You spoke, Pizza Hut listened: company replies to your posts on WalletPop

lou carlozoMaybe it was the sauce?

Sometimes at WalletPop, we have a hard time predicting which of our pieces will touch a nerve, and in what way. So when we posted Wednesday about Pizza Hut changing over to "The Hut"-- and the new in-house digital TV network arriving at Hut stores this summer -- we hardly expected to field scores of comments from disgruntled Pizza Hut patrons nationwide, a hefty majority complaining about pie quality and sanitary conditions at stores.

Here's a sampling of some comments readers posted; we've used screen nicknames to identify the writers:

From Brian: "If Pizza Hut wants to appeal to the younger generation, they need to work on their product. No amount of re-branding is going to help. Bland greasy nasty overpriced (cheap) frozen grocery quality 'pizza' that smacks of the Velveeta era just isn't gonna cut it with the younger crowd who (particularly in urban areas) are accustomed to much higher quality Italian joints."

From Linda: "We are in our early 50s and one of our Pizza Huts closed because the quality was awful, kids ran rampant and it was getting downright dirty. "
From Cheryl: "We prefer Pizza Hut over all others, but ours is dirty; they never have the ingredients needed for the type pizza we want to order. It's run by a bunch of clowns. Many times, they have lost our order."

From huskygirl2014: "My parents, little brother and i used to go to PH every Friday night when me and my brother were littler, but we never go now. Ours is dirty, and gross."

From Randy: "Stop worrying so much about reinventing the American concept of a pizza, give people a clean restaurant, with good service, and good food, and stop trying to force Generation X,Z, or Q or whatever marketing gimmicks on the public."

From Bev: "Pizza Hut pizza is my favorite, but their stores around here are so dirty and run down, that I wonder why I still go there? Forget about the TVs. There is too much noise around. A little peace while eating is what we all need."

As an Italian American who learned to make pizza from my off-the-boat grandmothers, and a former Pizza Hut waiter for four years, I could've thrown my two cents in, too. And I would caution readers with this bit of restaurant biz wisdom: If 10 people are happy, they tell 10 people. If 10 people are unhappy, they tell 100 or more.

But rather than preach from atop my pizza box, I reached out to Christopher Fuller, Pizza Hut's spokesman. Here's what he had to say after reading your comments on WalletPop:

"Regarding our restaurants, we are proud to have some of the best team members and restaurants in the world," Fuller said. "We have very thorough restaurant cleanliness policies and practices, which meet and often exceed local health department guidelines. I'm very disappointed to hear that a few customers have had experiences that did not live up to our high standards. I would ask that they let our customer satisfaction team know, so that they can address any issues."

Fuller added that Pizza Hut would love to hear from customers,both delighted and disappointed, by way of their comment line, reachable via 1-800-948-8488.
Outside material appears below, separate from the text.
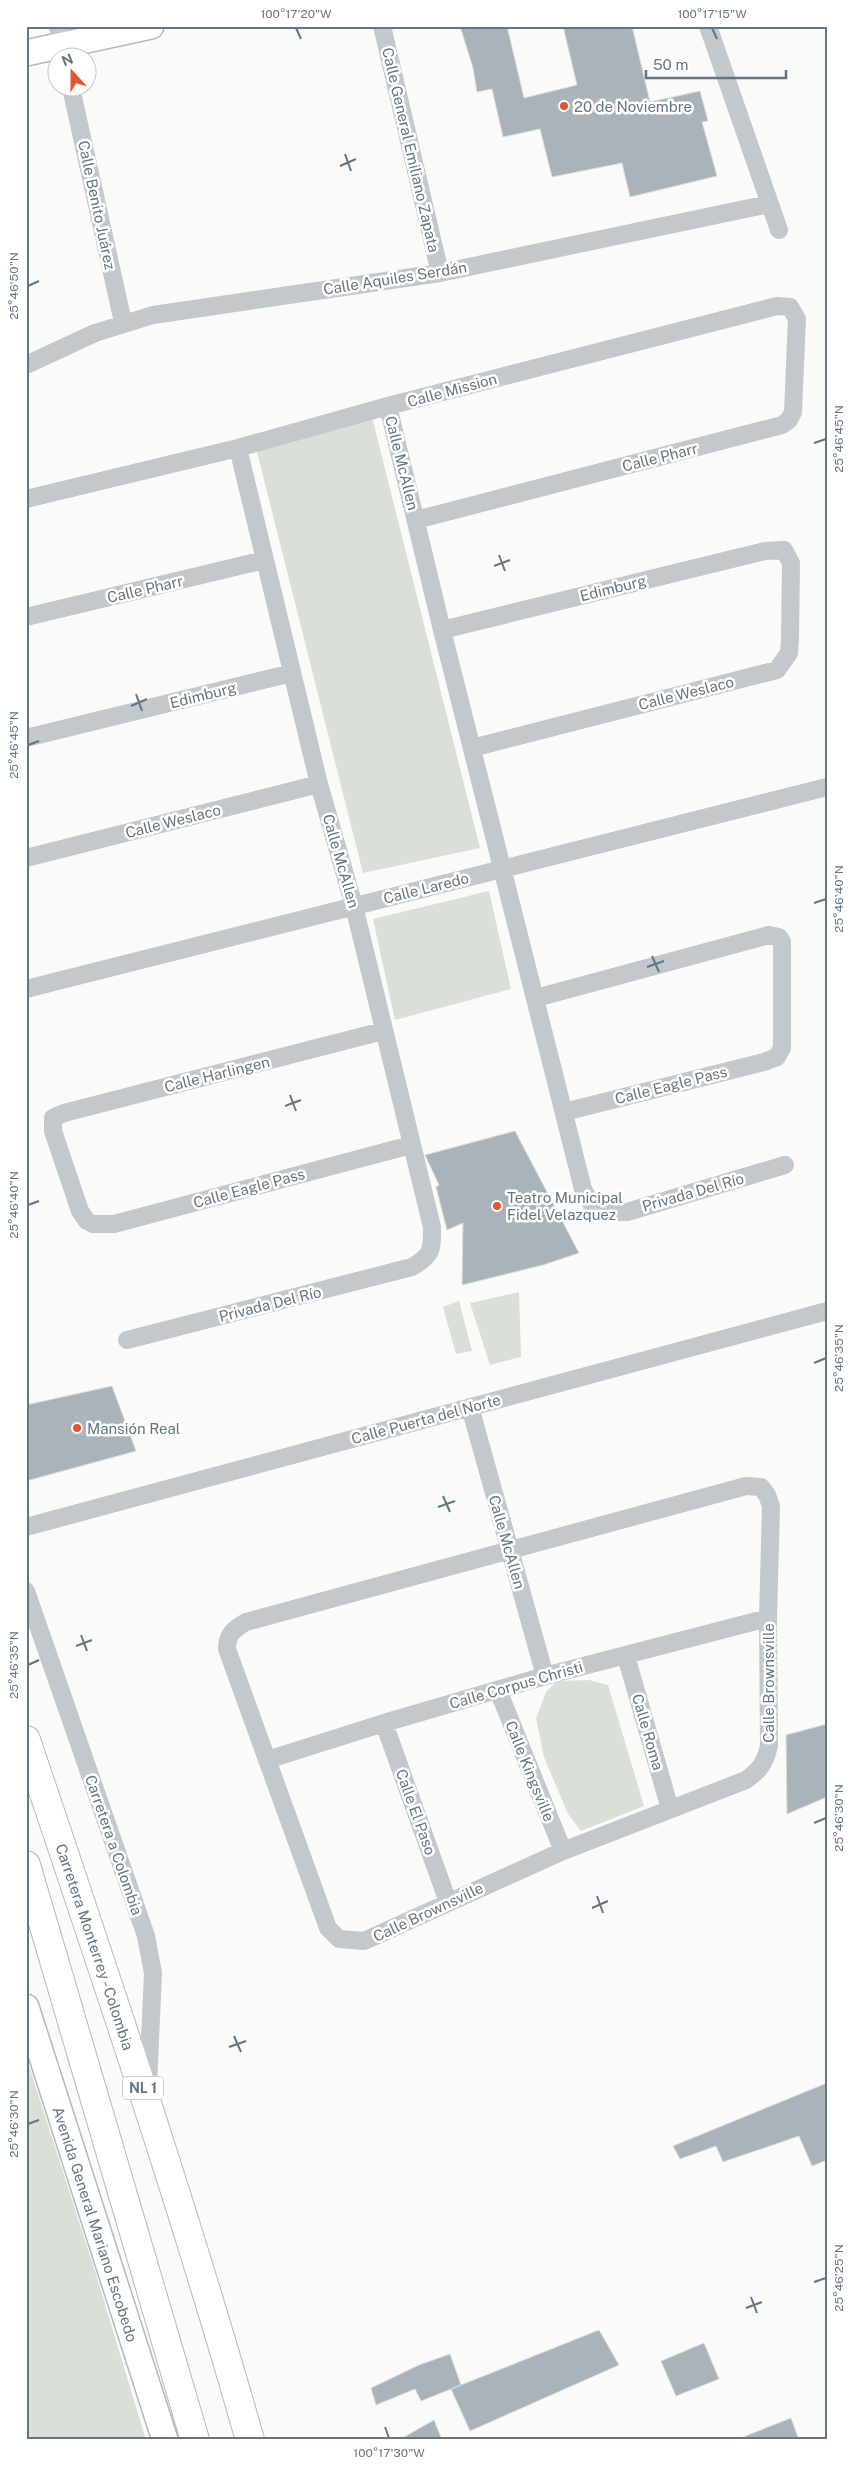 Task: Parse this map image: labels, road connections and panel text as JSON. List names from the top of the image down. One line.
{"streets":{"main road":["Carretera Monterrey - Colombia","NL 1"],"street":["Calle General Emiliano Zapata","Calle Benito Juárez","Calle Aquiles Serdán","Calle Mission","Calle Pharr","Calle McAllen","Edimburg","Calle Weslaco","Calle Laredo","Calle Harlingen","Calle Eagle Pass","Privada Del Río","Calle Puerta del Norte","Calle Brownsville","Calle Corpus Christi","Calle Roma","Calle Kingsville","Calle El Paso","Carretera a Colombia","Avenida General Mariano Escobedo"]},"crossings":[["Calle General Emiliano Zapata","Calle Aquiles Serdán"],["Calle Benito Juárez","Calle Aquiles Serdán"],["Calle Mission","Calle Pharr"],["Calle Mission","Calle McAllen"],["Calle Pharr","Calle McAllen"],["Calle McAllen","Edimburg"],["Calle McAllen","Calle Weslaco"],["Calle McAllen","Calle Laredo"],["Calle McAllen","Calle Harlingen"],["Calle McAllen","Calle Eagle Pass"],["Calle McAllen","Privada Del Río"],["Calle McAllen","Calle Puerta del Norte"],["Calle McAllen","Calle Brownsville"],["Calle McAllen","Calle Corpus Christi"],["Edimburg","Calle Weslaco"],["Calle Harlingen","Calle Eagle Pass"],["Calle Brownsville","Calle Corpus Christi"],["Calle Brownsville","Calle Roma"],["Calle Brownsville","Calle Kingsville"],["Calle Brownsville","Calle El Paso"],["Calle Corpus Christi","Calle Roma"],["Calle Corpus Christi","Calle Kingsville"],["Calle Corpus Christi","Calle El Paso"],["Carretera a Colombia","Carretera Monterrey - Colombia"]],"places":["20 de Noviembre","Teatro Municipal Fidel Velazquez","Mansión Real"],"scale_bar":"50 m","north":"top","coordinates":["100°17'20\"W","100°17'15\"W","25°46'50\"N","25°46'45\"N","25°46'40\"N","25°46'35\"N","25°46'30\"N","25°46'25\"N","100°17'30\"W"]}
As for whether Pizza Hut will turn into The Hut for good, and at all stores, Fuller gave WalletPop some much-needed clarification. Even marketing industry experts aren't sure of Pizza Hut's endgame here, so to that end, Fuller offered a famous analogy straight from the world of soft drinks.

"We think that 'The Hut' is to Pizza Hut as Coke is to Coca-Cola.," Fuller said. "We have begun using the term in conjunction with Pizza Hut in our advertising, pizza boxes and some restaurants."

As for why the rebranding, "Customers have been calling us 'The Hut' for years and it works nicely to describe our full line of core products: pizza, pasta and wings," Fuller said. "But we'll always be Pizza Hut."